Valeña explained that shipyards were only classified as a “public utility” under ordinary laws, such as Act No. 2307 in 1913, the Public Services Act in 1936, and Batas Pambansa Blg. 391 in 1983. Currently, the inclusion of shipyards is repealed by Executive Order No. 226 in 1987.

In other words, shipyards were treated as a “public utility” only by “legislative declaration,” not by the Constitution. This was unlike telecommunications companies, which the framers of the Constitution explicitly declared to be a “public utility” during their deliberations, he said.

“The framers of the 1987 Constitution were categorical that public utilities included telecommunications.  No amount of legislative declaration can remove a certain business from the definition of a public utility if, in fact, the business as conducted is impressed with public use or carried on for the public benefit,” Valeña said.

“The intent of the framers of the 1987 Constitution when they included a provision on public utilities and the 60-40 foreign equity limit should be considered,” he added.

Valeña also clarified that the treatment of power generation as not a ‘public utility operation’ is not the same as removing it from the scope of ‘public utility’ under the Constitution.

It only meant that under the Electric Power Industry Reform Act upheld by the Supreme Court, interested parties were not required to secure a congressional franchise to operate a power generation company.

The EPIRA merely authorized the Philippine government to privatize and deregulate the industry, but not exempt it from the foreign equity cap, Valeña explained.

He added that the framers of the Constitution consistently defined electricity distributor Meralco as a “public utility,” and the Supreme Court, even in cases decided after the enactment of EPIRA, always recognized power companies as “public utilities.”

“Electricity ever since and to date still falls under “public utilities.”  Regulation—or in this case, deregulation—does not equate to declassification,” he said.

Valeña also addressed Salceda’s doubts regarding Carpio’s treatment of airwaves as a “natural resource” which is owned by the State and may be utilized only by corporations that are at least 60-percent Filipino-owned under a separate constitutional provision.

Salceda claimed Justice Carpio’s interpretation could lead to “several absurdities,” such as foreigners being banned from using cellular phones and laptops. He also found it “odd” to put radio frequencies in the same class as exhaustible natural resources such as water.

But Valeña pointed out that the radio frequency is “extremely limited” because of its use not just by telecommunications companies, but also television, radio, Bluetooth, Wi-Fi, and defense and emergency services. This precisely led governments worldwide to allocate the use of the various bands and frequencies and regulate access to realize maximum economic and social benefits, he said.

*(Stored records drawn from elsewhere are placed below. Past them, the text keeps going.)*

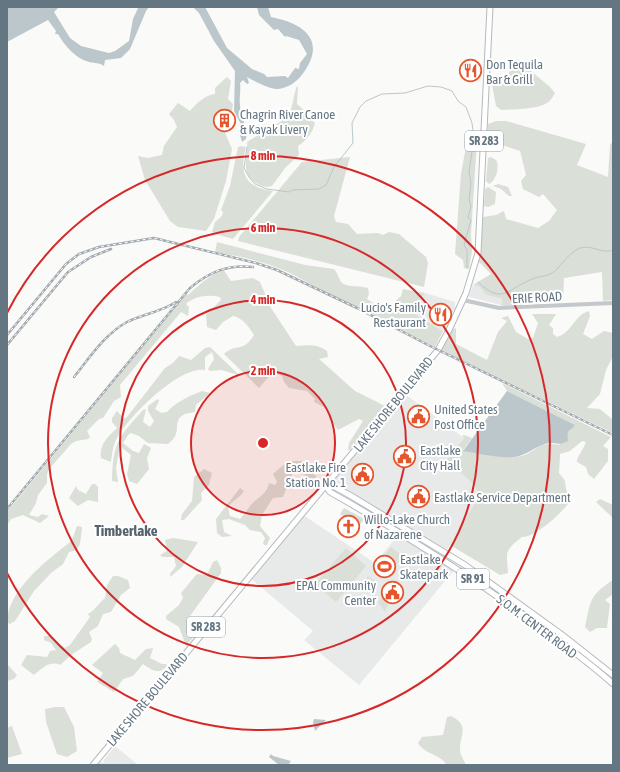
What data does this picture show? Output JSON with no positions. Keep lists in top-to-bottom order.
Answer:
{
  "streets": {
    "main road": [
      "SR 283",
      "LAKE SHORE BOULEVARD",
      "SR 91",
      "S.O.M. CENTER ROAD"
    ],
    "street": ["ERIE ROAD"]
  },
  "crossings": [
    ["ERIE ROAD", "LAKE SHORE BOULEVARD"],
    ["LAKE SHORE BOULEVARD", "S.O.M. CENTER ROAD"]
  ],
  "districts": ["Timberlake"],
  "places": {
    "restaurant": ["Don Tequila Bar & Grill", "Lucio's Family Restaurant"],
    "building": ["Chagrin River Canoe & Kayak Livery"],
    "public building": [
      "United States Post Office",
      "Eastlake City Hall",
      "Eastlake Fire Station No. 1",
      "Eastlake Service Department",
      "EPAL Community Center"
    ],
    "church": ["Willo-Lake Church of Nazarene"],
    "sports": ["Eastlake Skatepark"]
  },
  "rings": [
    "8 min",
    "6 min",
    "4 min",
    "2 min"
  ]
}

He noted that the International Telecommunications Union was founded in 1965 to coordinate and standardize the allocation because having too many users would make the radio spectrum unsustainable and prone to interference.

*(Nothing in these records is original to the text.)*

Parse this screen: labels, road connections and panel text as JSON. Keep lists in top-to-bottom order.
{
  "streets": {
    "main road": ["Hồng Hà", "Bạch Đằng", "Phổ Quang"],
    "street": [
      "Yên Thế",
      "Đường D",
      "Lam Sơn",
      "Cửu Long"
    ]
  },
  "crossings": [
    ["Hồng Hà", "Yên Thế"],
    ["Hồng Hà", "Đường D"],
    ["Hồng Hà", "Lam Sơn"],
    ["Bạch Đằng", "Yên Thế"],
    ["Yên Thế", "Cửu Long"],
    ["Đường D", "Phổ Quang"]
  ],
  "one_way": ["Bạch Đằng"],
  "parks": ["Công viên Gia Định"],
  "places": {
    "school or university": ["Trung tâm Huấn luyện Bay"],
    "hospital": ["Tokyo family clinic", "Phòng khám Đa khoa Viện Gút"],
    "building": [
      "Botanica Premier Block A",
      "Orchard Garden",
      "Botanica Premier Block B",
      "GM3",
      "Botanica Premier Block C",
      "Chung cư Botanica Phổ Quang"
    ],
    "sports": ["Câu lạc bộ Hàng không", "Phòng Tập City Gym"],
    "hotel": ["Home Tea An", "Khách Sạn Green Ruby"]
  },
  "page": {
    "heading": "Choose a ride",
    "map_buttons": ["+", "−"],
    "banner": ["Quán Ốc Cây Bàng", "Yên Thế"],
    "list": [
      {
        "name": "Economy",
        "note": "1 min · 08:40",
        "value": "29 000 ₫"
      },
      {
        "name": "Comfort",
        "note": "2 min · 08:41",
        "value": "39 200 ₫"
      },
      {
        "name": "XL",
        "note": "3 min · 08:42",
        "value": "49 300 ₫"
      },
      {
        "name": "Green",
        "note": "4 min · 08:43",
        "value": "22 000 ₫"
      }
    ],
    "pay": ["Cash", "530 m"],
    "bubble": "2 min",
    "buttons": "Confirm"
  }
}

Valeña again pointed to the deliberations of the 1986 Constitutional Commission, whose members considered airwaves to be part of the airspace.

“Even with the big question as to how ‘airwaves’ can be defined, the Commissioners resigned to the fact that airwaves, frequencies, and radio frequencies are impliedly included as natural resources, the allocation of which should be regulated by the State,” he said.

Even Congress, he said, recognized through the Public Telecommunications Act of 1995 that the radio frequency spectrum is a “scarce public resource that shall be administered in the public interest.” As recently as April 27, 2018, the House Press and Public Affairs Bureau said in a press release that the “radio frequency spectrum is a scarce natural resource.”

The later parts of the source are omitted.